For Tullock, the really interesting question is not why so many governments are corrupt. Instead, the puzzle is how any government manages to solve this problem and avoid corruption. The benefits, to those in power, of creating arbitrary restrictions and then selling indulgences to exempt the wealthy and powerful seem irresistible. The U.S. Internal Revenue Code is replete with relatively high income tax rates, at least on paper. But as each industry or investment group pays its “bribe” to Congress by organizing voting support, making campaign contributions, and the like, the actual rates to which it is subject are reduced, often sharply, via esoteric subsidies, tax credits, or deductions.
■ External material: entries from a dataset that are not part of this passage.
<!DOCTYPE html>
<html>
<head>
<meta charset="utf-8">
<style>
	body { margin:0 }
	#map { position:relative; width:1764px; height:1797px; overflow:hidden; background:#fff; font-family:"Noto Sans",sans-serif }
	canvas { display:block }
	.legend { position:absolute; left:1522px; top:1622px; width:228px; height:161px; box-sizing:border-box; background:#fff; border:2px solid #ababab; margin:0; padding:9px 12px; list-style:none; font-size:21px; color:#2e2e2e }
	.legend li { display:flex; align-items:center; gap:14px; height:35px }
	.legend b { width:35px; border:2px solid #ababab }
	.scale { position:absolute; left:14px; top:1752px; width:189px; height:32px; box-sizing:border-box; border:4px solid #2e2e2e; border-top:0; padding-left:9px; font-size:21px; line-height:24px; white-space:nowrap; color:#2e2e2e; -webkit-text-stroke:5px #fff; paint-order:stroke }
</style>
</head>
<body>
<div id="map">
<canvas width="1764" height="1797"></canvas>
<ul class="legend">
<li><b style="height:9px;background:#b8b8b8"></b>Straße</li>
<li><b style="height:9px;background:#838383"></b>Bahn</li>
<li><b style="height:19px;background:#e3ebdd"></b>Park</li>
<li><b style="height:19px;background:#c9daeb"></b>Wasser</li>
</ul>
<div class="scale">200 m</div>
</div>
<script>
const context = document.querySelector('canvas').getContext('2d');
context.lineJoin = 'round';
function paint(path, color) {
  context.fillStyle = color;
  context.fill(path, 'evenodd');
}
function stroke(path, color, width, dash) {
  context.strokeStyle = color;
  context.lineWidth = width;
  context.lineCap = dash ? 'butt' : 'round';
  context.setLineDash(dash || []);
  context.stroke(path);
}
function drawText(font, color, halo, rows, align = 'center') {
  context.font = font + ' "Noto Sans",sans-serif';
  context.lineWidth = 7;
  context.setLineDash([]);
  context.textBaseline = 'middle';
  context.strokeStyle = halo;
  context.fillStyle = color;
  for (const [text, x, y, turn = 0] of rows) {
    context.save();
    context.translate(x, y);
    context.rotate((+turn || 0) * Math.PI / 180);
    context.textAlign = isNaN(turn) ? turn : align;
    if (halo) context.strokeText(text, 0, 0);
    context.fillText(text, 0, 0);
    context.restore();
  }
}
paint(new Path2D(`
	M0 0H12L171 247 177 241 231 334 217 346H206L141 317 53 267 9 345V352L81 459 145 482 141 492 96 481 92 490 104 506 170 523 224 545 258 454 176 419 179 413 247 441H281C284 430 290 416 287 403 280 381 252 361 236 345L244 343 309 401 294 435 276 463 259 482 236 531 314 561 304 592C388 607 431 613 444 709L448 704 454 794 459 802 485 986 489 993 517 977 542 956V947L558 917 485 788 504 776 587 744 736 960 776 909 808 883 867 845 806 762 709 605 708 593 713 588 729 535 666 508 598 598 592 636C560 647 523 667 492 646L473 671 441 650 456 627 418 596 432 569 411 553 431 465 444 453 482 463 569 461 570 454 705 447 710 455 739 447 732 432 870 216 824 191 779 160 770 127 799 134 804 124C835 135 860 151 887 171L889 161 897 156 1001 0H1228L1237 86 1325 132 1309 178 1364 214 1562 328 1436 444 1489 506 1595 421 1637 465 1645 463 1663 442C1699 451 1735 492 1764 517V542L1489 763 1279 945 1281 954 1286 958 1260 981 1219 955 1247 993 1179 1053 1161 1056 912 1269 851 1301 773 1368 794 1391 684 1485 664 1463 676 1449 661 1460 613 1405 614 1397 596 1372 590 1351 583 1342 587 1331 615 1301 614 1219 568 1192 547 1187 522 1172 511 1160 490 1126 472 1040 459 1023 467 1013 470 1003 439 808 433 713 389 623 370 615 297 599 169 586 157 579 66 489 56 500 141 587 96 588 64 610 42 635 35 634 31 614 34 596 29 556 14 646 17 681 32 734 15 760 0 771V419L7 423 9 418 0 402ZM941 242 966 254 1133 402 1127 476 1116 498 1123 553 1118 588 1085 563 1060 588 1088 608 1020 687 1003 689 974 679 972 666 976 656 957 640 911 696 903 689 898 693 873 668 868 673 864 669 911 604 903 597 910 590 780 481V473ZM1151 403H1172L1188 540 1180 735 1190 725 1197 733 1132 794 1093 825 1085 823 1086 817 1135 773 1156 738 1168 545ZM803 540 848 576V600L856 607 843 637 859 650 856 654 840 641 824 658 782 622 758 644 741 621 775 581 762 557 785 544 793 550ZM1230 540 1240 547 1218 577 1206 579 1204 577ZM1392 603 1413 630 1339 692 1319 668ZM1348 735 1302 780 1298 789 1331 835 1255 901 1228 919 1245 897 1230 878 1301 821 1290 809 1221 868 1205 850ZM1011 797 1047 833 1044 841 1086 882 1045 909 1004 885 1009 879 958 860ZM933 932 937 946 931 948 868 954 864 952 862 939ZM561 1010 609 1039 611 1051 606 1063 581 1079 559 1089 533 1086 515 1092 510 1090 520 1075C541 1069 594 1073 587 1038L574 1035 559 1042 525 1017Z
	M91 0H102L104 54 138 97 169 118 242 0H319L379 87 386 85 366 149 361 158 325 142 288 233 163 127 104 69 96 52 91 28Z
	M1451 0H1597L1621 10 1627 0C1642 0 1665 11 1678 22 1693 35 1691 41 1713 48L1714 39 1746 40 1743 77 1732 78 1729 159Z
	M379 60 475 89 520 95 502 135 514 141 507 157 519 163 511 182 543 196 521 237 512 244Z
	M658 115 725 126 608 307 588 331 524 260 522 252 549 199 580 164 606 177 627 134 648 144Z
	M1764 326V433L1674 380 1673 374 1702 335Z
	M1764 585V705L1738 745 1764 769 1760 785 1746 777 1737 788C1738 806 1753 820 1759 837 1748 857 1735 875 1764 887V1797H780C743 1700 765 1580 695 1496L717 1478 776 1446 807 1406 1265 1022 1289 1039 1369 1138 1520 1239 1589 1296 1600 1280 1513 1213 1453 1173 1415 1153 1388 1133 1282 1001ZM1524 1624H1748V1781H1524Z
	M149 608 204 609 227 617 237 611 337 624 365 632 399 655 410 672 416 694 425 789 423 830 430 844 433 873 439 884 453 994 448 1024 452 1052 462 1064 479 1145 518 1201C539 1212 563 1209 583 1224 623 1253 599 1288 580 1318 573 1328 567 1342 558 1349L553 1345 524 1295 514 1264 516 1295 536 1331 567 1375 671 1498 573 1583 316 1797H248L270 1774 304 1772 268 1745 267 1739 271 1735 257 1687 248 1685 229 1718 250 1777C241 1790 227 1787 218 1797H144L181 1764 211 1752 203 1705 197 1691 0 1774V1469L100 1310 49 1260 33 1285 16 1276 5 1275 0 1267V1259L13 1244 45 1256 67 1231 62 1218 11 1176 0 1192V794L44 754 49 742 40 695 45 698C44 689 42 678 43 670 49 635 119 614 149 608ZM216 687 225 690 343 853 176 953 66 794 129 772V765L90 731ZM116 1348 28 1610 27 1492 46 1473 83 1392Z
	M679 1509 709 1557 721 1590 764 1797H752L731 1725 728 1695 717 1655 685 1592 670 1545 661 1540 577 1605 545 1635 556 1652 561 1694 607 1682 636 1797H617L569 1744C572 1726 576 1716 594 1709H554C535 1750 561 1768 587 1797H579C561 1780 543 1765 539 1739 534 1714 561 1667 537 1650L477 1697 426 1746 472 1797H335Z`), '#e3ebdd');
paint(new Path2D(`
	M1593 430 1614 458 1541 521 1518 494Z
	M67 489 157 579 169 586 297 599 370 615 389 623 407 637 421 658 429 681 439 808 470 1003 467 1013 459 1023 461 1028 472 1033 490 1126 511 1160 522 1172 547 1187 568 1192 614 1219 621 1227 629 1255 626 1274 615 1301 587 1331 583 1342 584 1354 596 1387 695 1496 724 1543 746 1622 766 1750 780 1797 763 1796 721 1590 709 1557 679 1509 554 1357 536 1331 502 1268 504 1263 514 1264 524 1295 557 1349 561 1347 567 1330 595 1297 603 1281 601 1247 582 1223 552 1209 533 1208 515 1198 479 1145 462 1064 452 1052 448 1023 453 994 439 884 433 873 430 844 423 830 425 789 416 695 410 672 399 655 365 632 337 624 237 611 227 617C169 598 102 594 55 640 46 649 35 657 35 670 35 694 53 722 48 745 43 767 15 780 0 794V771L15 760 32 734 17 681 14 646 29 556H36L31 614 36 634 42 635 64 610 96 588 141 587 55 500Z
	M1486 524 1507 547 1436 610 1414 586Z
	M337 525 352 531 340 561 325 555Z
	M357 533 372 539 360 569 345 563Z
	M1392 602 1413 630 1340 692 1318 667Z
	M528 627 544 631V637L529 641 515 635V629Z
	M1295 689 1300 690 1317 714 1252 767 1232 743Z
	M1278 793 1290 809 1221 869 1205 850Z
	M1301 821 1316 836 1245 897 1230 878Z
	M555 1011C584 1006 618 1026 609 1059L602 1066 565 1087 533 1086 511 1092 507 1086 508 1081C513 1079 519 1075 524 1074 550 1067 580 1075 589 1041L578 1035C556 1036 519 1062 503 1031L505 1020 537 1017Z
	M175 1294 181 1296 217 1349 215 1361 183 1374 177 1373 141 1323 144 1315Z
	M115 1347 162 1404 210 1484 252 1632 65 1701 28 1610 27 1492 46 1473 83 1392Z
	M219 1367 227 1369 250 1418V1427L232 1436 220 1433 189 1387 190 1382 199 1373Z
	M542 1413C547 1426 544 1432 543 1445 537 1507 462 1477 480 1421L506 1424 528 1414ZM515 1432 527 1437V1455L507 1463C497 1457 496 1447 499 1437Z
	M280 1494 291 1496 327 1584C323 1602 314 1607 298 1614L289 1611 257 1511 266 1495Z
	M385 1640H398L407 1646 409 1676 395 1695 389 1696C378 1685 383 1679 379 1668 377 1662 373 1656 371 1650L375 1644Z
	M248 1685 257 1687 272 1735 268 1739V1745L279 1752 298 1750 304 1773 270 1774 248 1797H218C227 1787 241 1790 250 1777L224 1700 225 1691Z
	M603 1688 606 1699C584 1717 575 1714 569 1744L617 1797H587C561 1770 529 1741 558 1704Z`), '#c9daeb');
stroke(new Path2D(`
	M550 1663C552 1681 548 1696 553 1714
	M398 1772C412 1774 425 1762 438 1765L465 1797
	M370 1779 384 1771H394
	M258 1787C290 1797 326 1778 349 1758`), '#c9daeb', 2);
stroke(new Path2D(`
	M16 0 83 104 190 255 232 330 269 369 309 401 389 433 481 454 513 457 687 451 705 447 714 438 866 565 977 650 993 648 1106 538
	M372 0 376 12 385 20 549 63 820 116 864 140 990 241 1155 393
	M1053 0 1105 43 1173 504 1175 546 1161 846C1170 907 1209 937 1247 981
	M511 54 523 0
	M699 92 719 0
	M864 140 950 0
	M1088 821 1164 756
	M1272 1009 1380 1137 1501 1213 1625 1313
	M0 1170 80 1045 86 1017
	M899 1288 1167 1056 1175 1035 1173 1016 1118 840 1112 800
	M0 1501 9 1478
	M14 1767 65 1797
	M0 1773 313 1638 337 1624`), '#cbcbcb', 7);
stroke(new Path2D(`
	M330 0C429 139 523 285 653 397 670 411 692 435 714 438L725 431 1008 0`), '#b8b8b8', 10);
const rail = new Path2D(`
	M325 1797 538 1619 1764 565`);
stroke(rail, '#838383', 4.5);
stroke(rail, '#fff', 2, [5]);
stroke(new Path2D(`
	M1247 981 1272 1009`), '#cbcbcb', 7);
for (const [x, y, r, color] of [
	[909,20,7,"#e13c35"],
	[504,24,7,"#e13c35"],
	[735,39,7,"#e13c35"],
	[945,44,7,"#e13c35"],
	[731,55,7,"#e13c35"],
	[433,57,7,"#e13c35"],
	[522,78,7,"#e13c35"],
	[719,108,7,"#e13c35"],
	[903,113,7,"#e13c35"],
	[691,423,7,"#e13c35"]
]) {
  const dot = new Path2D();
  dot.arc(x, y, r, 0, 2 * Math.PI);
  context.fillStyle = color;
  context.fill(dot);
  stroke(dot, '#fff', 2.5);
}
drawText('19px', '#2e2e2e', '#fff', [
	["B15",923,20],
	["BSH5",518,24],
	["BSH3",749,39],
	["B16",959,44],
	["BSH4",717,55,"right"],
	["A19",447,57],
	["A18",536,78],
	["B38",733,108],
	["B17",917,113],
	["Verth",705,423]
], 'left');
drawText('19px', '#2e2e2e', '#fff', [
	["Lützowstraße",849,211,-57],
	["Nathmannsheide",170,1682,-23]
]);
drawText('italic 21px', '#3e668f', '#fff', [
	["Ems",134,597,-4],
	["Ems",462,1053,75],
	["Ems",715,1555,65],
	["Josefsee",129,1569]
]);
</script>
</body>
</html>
In the early 16th century, Martin Luther recognized this kind of corruption in the Catholic Church. In his “Thesis 27,” Luther complained of priests “who say that as soon as the coin jingles into the money box, the soul flies out of purgatory.” He was referring to an actual jingle, dating to long before Mad Men—perhaps the first ever used in advertising. A little rhyme, attributed to a German monk named Johann Tetzel (1465–1519), translates to: “As soon as the money in the chest rings, a soul from purgatory to heaven springs.” The very idea of judgment had been hijacked by some members of the Church as a way to increase their revenue, selling “Get out of purgatory” cards.
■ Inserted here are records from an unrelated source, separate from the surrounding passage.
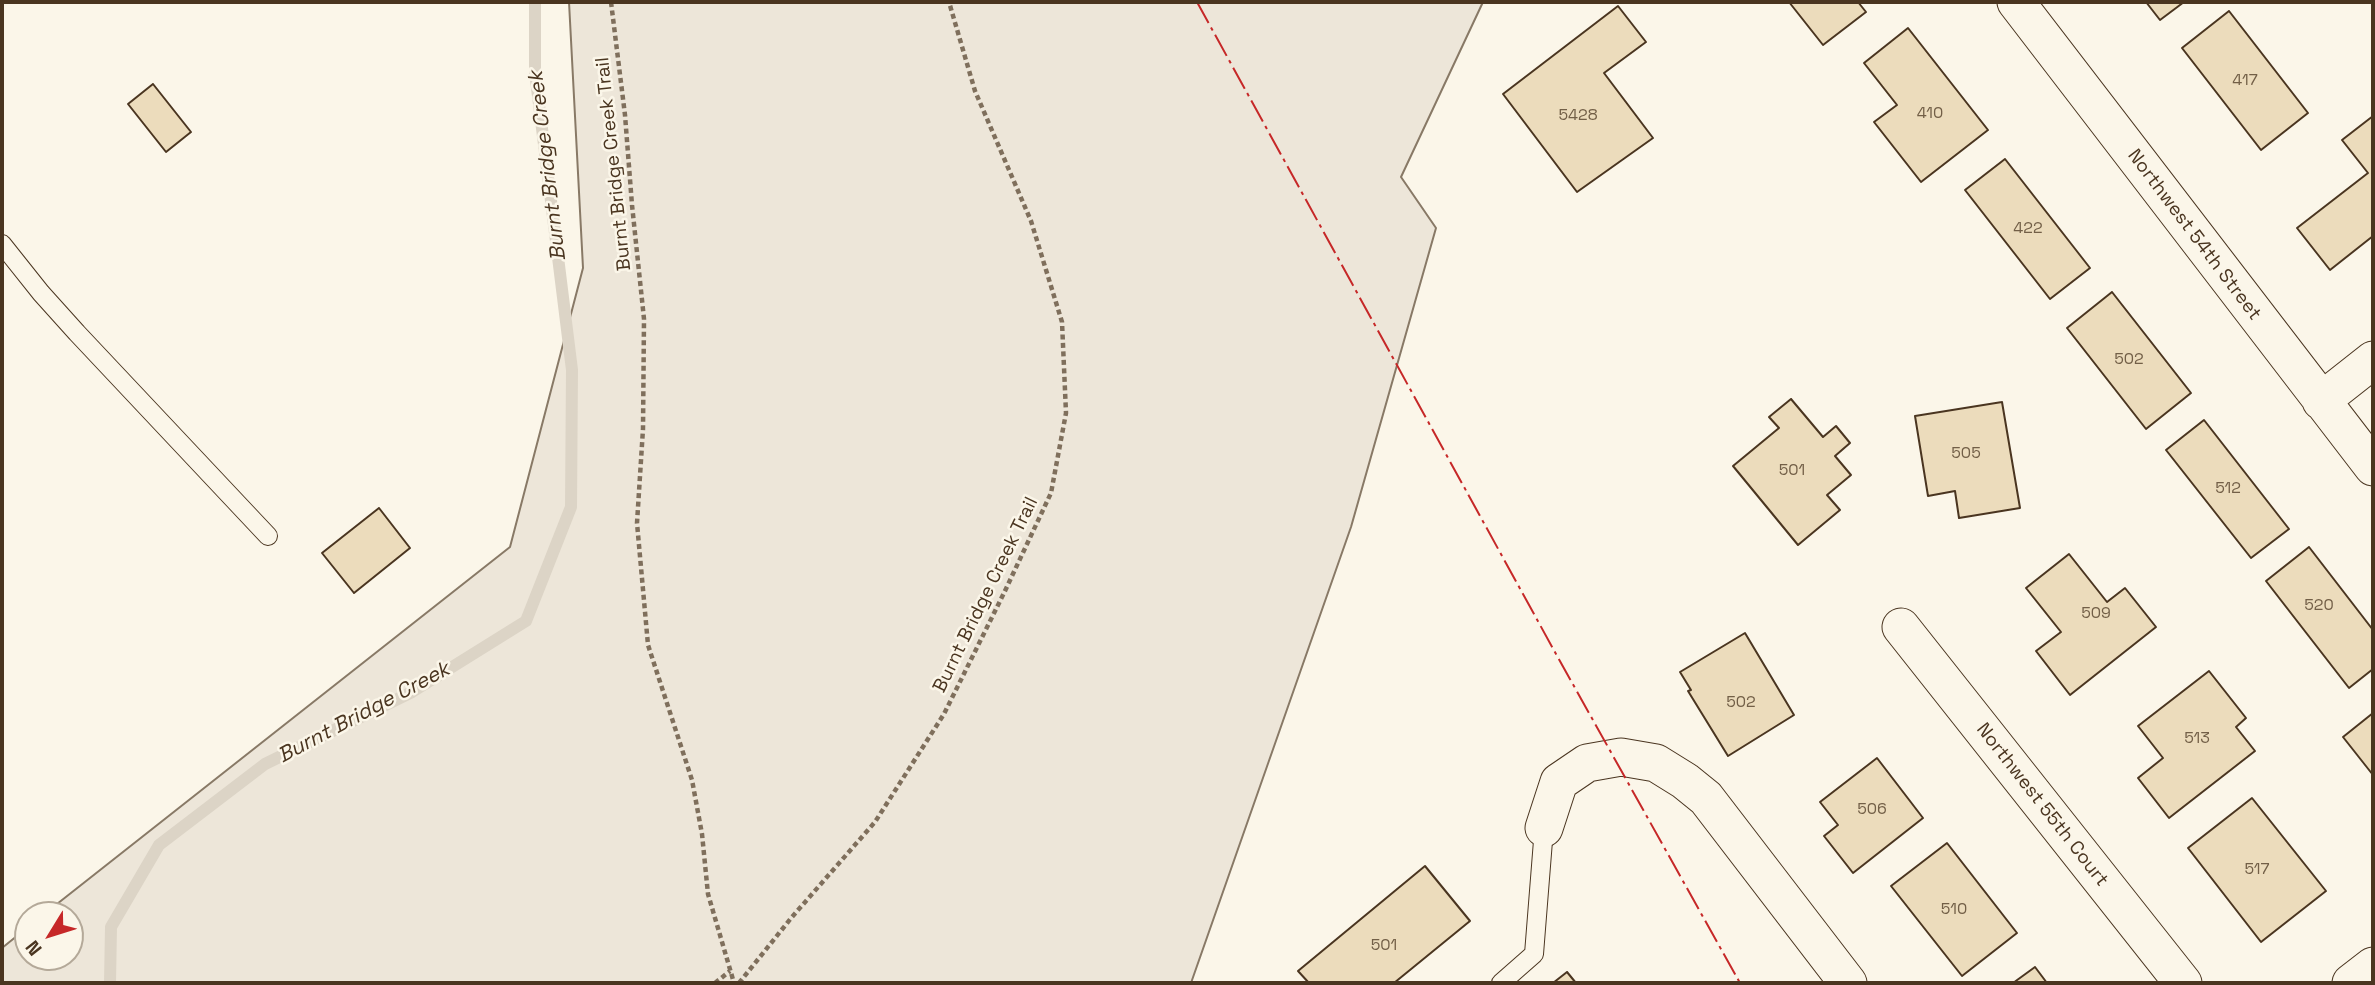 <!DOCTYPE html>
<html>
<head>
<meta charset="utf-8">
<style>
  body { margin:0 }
  #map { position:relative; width:2375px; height:985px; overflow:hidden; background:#fbf6e9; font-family:"Space Grotesk",sans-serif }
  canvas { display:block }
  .frame { position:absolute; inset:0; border:4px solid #4a3520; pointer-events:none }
  .north { position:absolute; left:14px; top:901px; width:70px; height:70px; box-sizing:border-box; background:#fbf6e9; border:2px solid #b4a999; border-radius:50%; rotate:232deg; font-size:19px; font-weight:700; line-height:28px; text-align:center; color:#4a3520 }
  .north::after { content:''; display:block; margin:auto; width:24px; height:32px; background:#c62828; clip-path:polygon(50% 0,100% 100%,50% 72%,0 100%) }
</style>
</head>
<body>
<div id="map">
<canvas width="2375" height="985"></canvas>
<div class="frame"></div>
<div class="north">N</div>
</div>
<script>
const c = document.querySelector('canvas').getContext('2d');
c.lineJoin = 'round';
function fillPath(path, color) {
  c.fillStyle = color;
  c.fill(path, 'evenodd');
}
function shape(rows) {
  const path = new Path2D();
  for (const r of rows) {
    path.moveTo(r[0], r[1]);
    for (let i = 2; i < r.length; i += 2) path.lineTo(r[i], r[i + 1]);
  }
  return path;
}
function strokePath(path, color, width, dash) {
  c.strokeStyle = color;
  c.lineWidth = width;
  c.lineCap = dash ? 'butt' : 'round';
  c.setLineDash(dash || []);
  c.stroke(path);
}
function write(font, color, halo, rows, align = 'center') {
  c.font = font + ' "Space Grotesk",sans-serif';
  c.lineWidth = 5;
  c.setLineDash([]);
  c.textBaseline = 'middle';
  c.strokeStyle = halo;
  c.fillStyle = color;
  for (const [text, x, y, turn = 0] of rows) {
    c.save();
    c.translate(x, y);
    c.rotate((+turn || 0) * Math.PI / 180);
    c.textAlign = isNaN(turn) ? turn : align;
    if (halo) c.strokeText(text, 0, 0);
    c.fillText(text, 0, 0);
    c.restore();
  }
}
const green = shape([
  [569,2,1483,2,1401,177,1436,228,1351,527,1191,983,2,983,2,948,28,927,28,957,70,957,70,915,43,915,510,547,583,268,569,2]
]);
const stream = shape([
  [110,983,111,927,159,845,265,764,412,692,526,621,571,507,572,370,535,72,535,2]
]);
const building = shape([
  [1789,2,1858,2,1866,12,1823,45,1789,2],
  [2146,2,2184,2,2160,20,2146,2],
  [1618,6,1646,42,1604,73,1653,138,1577,192,1503,94,1618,6],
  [2229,11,2308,113,2261,150,2182,48,2229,11],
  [1908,28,1988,130,1921,182,1874,122,1897,105,1864,63,1908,28],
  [153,84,191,132,166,152,128,104,153,84],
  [2373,116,2373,236,2330,270,2297,228,2368,173,2342,140,2373,116],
  [2005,159,2090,268,2050,299,1965,190,2005,159],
  [2112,292,2191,393,2146,429,2067,328,2112,292],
  [1791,399,1823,437,1836,426,1850,443,1835,456,1851,475,1827,495,1840,510,1798,545,1733,466,1779,428,1769,417,1791,399],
  [2002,402,2020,508,1959,518,1955,491,1928,496,1915,416,2002,402],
  [2204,420,2289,529,2251,558,2166,450,2204,420],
  [379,508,410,548,354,593,322,553,379,508],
  [2309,547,2373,630,2373,669,2349,688,2266,581,2309,547],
  [2069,554,2107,602,2125,588,2156,627,2070,695,2036,651,2061,632,2026,588,2069,554],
  [1745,633,1794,715,1728,756,1688,691,1691,690,1680,672,1745,633],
  [2209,671,2246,718,2236,727,2255,751,2169,818,2138,778,2163,758,2138,726,2209,671],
  [2373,713,2373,775,2343,737,2373,713],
  [1877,758,1923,818,1853,873,1824,836,1838,825,1820,802,1877,758],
  [2252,798,2326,891,2261,942,2188,848,2252,798],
  [1947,843,2017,933,1962,976,1891,886,1947,843],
  [1425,866,1470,921,1394,983,1309,983,1298,971,1425,866],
  [2035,967,2047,983,2013,983,2035,967],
  [1567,972,1576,983,1553,983,1567,972]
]);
const path = shape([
  [611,2,625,115,632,205,644,319,643,429,637,523,648,645,692,780,702,834,708,894,734,983],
  [715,983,730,971],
  [739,983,792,917,875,822,944,714,1004,593,1051,493,1066,413,1062,322,1031,221,975,91,949,2]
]);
const service = shape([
  [2,244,41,293,77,333,268,536],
  [1501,983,1534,954,1544,828]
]);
const minor = shape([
  [2016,2,2373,467],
  [2321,401,2373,360],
  [1901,627,2183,983],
  [1544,828,1559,782,1587,763,1621,757,1656,763,1685,781,1706,798,1848,983],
  [2351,983,2373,966]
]);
const power = shape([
  [1197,2,1556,654,1740,983]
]);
const numberNames = [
  ["417",2245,81],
  ["410",1930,114],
  ["5428",1578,116],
  ["422",2028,229],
  ["502",2129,360],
  ["505",1966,454],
  ["501",1792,471],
  ["512",2228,489],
  ["520",2319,606],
  ["509",2096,614],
  ["502",1741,703],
  ["513",2197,739],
  ["506",1872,810],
  ["517",2257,870],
  ["510",1954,910],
  ["501",1384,946]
];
const streetNames = [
  ["Burnt Bridge Creek Trail",614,164,-96],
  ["Northwest 54th Street",2194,235,53],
  ["Burnt Bridge Creek Trail",986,595,-64],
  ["Northwest 55th Court",2042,805,52]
];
const waterNames = [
  ["Burnt Bridge Creek",548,166,-97],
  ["Burnt Bridge Creek",364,713,-28]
];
fillPath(green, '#ede6d9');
strokePath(green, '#887966', 2);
strokePath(stream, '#dcd4c6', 12);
fillPath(building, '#ecdcbc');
strokePath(building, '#4a3520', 2);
strokePath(service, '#4a3520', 20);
strokePath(minor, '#4a3520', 39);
strokePath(path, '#7f6f5c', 4.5, [5, 3.5]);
strokePath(service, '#fbf6e9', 18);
strokePath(minor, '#fbf6e9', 37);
strokePath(power, '#c62828', 2, [24, 5, 3.5, 5]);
write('16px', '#725f47', null, numberNames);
write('19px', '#4a3520', '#fbf6e9', streetNames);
write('italic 21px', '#4a3520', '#fbf6e9', waterNames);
</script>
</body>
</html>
A lot of work has been done since Tullock first wrote about this problem. Our understanding of the temptations of corruption, especially in developing nations—he called it “the transitional gains trap” in a famous article in 1975—is now standard economics. But Tullock saw the problem clearly in the 1950s.


Many scholars—think of Karl Marx, F.A. Hayek, Ronald Coase, Douglass North, and Elinor Ostrom, just to start—have claimed that human societies are complex adaptive systems that are subject to evolutionary processes. Evolution requires at a minimum two dynamic forces: a source of variation and a source of selection. In biology, variation comes from genetic mutations, while selection comes from predation and competition for space and resources, both within and across species. But in market systems, the source of variation is entrepreneurial energy and creativity, and the source of selection is the requirement that private organizations must cover their cost of operations—the “profit and loss” test explained so clearly by Ludwig von Mises.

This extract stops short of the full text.